Blow Ted Demme
Published Apr 01, 2001In terms of the "small timer makes big on excess, then learns a tough lesson and sells his story from jail" style tales, the words "Based on a true story" are not just common, they're practically required for a narrative that tries to condense the career of criminals by signposts both musical and follicle. "Blow" clings to this "truth" in its trip through early 70s California pot culture through Colombian coke cartels on into the go-go 80s and resting with moral righteousness with its protagonist sharing jail cells with junk bond traders and other symbols of greed and stupidity.
But along the way "Blow" really has nothing to say behind its Bay City Rollers hairstyles (Johnny Depp looks particularly ridiculous, considering his co-star Paul Reubens yes, Peewee Herman is supposed to be a hairdresser) and "Boogie Nights" soundtrack. But unlike P.T. Anderson, who saw "Goodfellas" and realised it was a window into important, interesting issues (family, trust, loyalty, greed, money, morality) and grafted his own model onto it in "Nights" and "Magnolia," "Blow" has no such awareness, and nothing to add. It's happy to simply skim through its cultural signifiers, slapping the de rigeur voiceover onto thin spots in the plot, and desperately hoping that its scope will lend it the weight that its details don't support.
Johnny Depp plays George Jung, a lower class teenager who hits the beaches of California with a huge bag of weed, but quickly corners the emerging coke market with his girlfriend ("Run Lola Run's" Franka Potente) and a circle of good friends. But when his ambitions lead him into the lion's den of coke czar Pablo Escobar, loyalties turn on business, and of course everything goes to hell eventually. But not before Depp's George steals a Brazilian beauty (current It girl Penelope Cruz), betrays some associates, gets busted a couple of times, and returns home to his disappointed parents.
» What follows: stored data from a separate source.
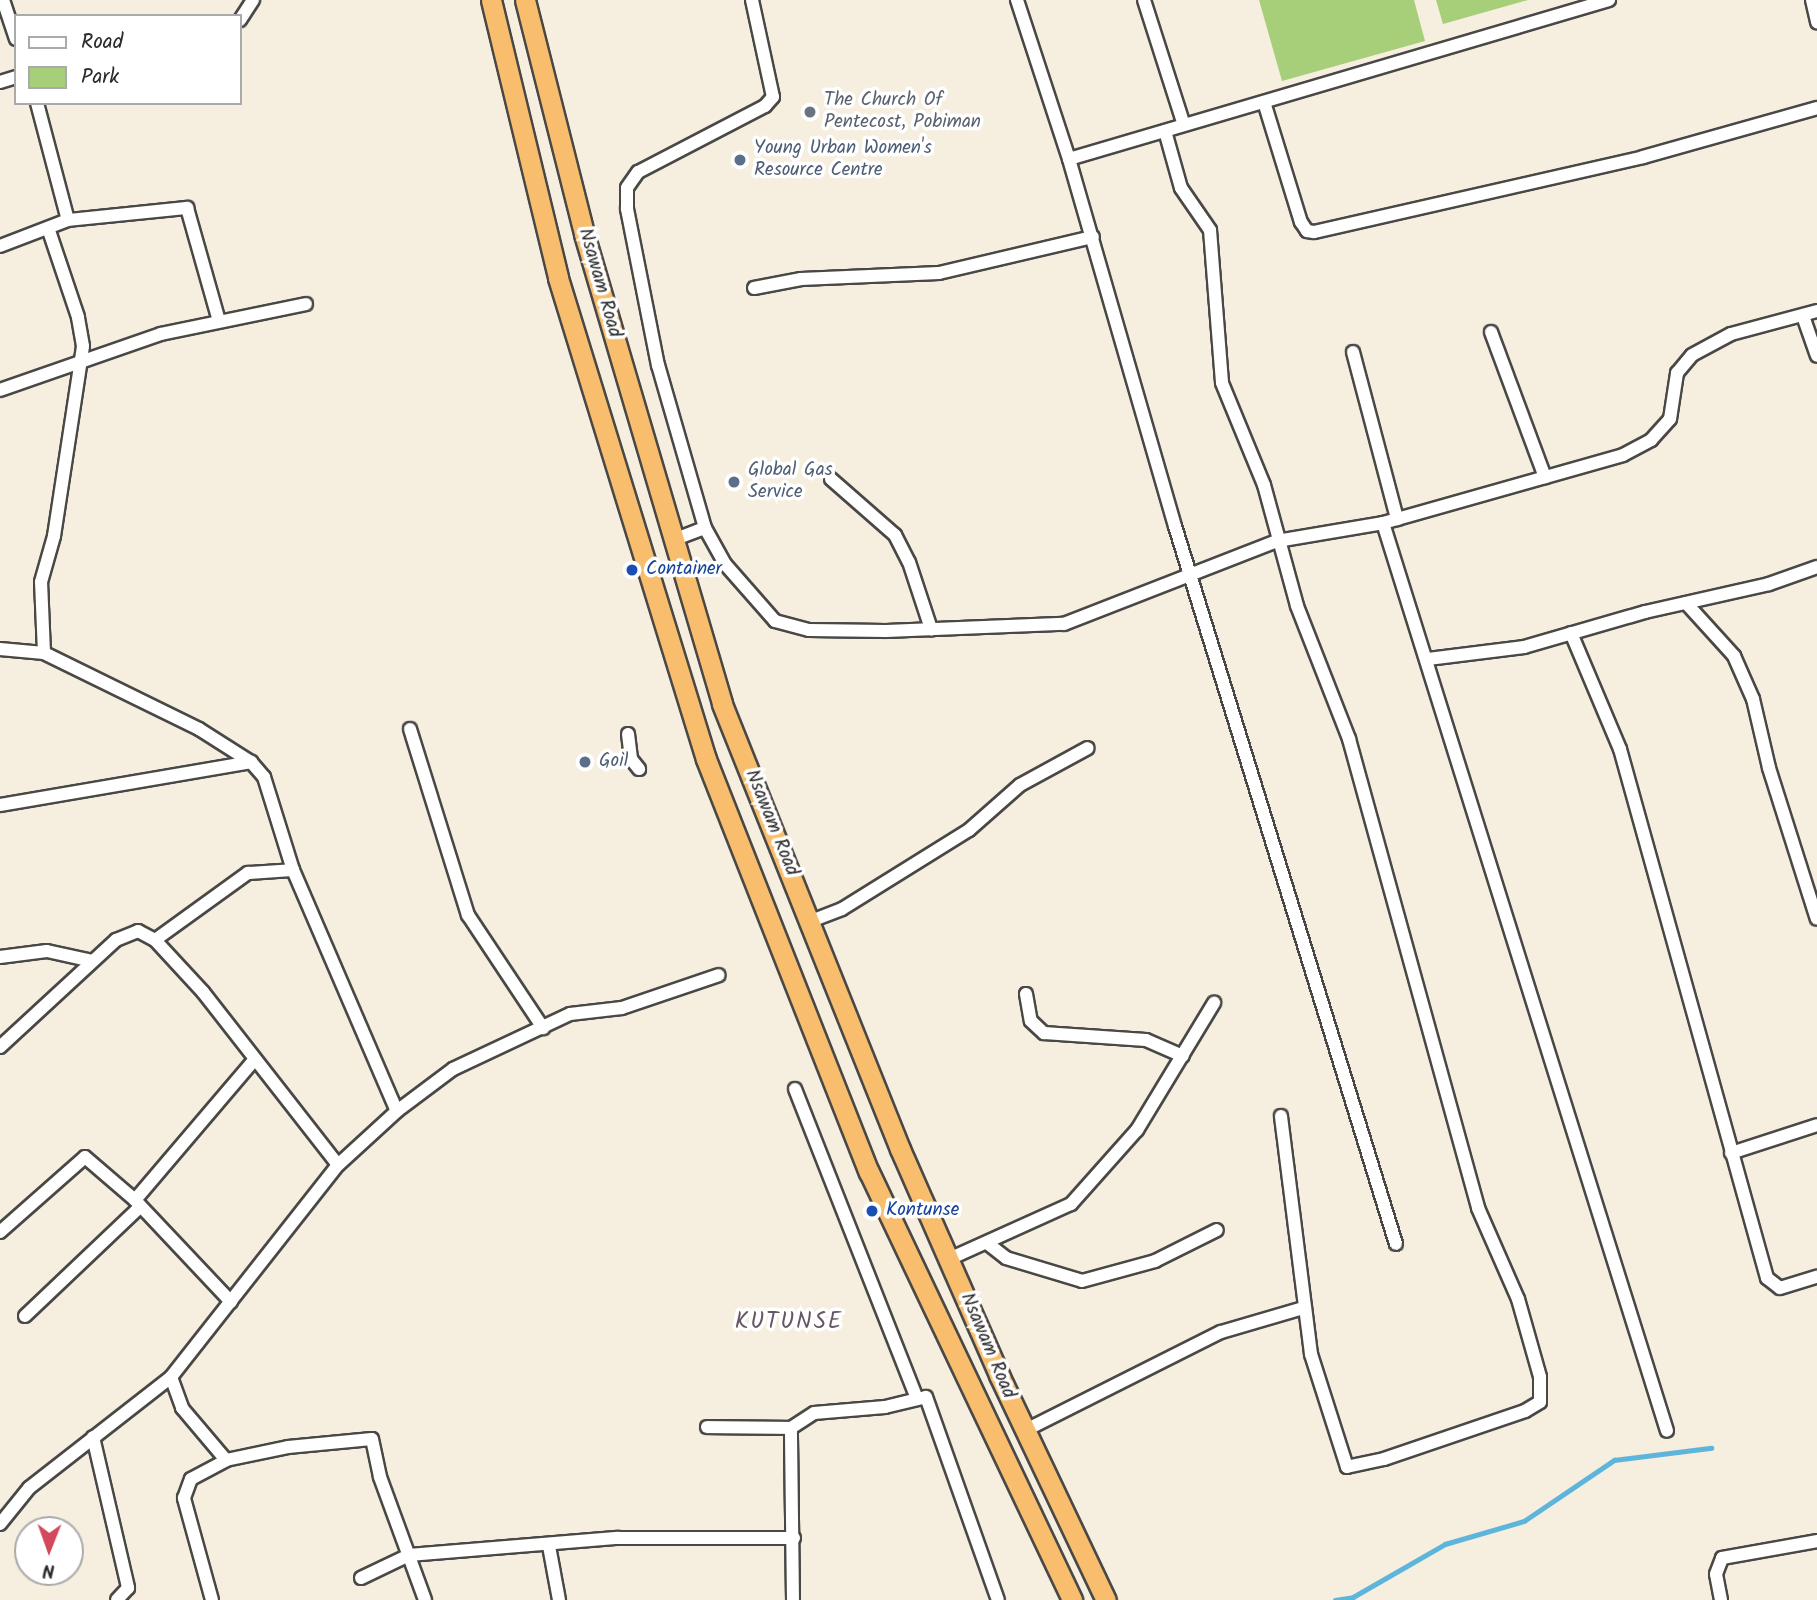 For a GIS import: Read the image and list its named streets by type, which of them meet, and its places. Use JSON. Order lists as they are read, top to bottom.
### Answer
{
  "streets": {
    "highway": ["Nsawam Road"]
  },
  "districts": ["KUTUNSE"],
  "places": [
    "The Church Of Pentecost, Pobiman",
    "Young Urban Women's Resource Centre",
    "Global Gas Service",
    "Container",
    "Goil",
    "Kontunse"
  ],
  "legend": ["Road", "Park"],
  "north": "bottom"
}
Repeatedly, "Blow" aspires to meaning beyond its surface, but it does so hamhandedly and without depth. George's relationship with his parents, for example, is a constant theme, but with little to add to the film, it simply distracts from the action. Not to mention the casting is questionable: Ray Liotta, as Depp's father, is an obvious, if unintentional nod to "Goodfellas," but Rachel Griffiths ("Hilary and Jackie") as Depp's disapproving mother is simply ridiculous. She does a reasonable job with the role, but the fact that she is, in fact, five years younger than Depp is a hurdle she just can't overcome on the believability factor.
It's symptomatic of all of "Blow." While it continues to hide behind the "true story" angle, it wouldn't know a true moment if it flew up its nose.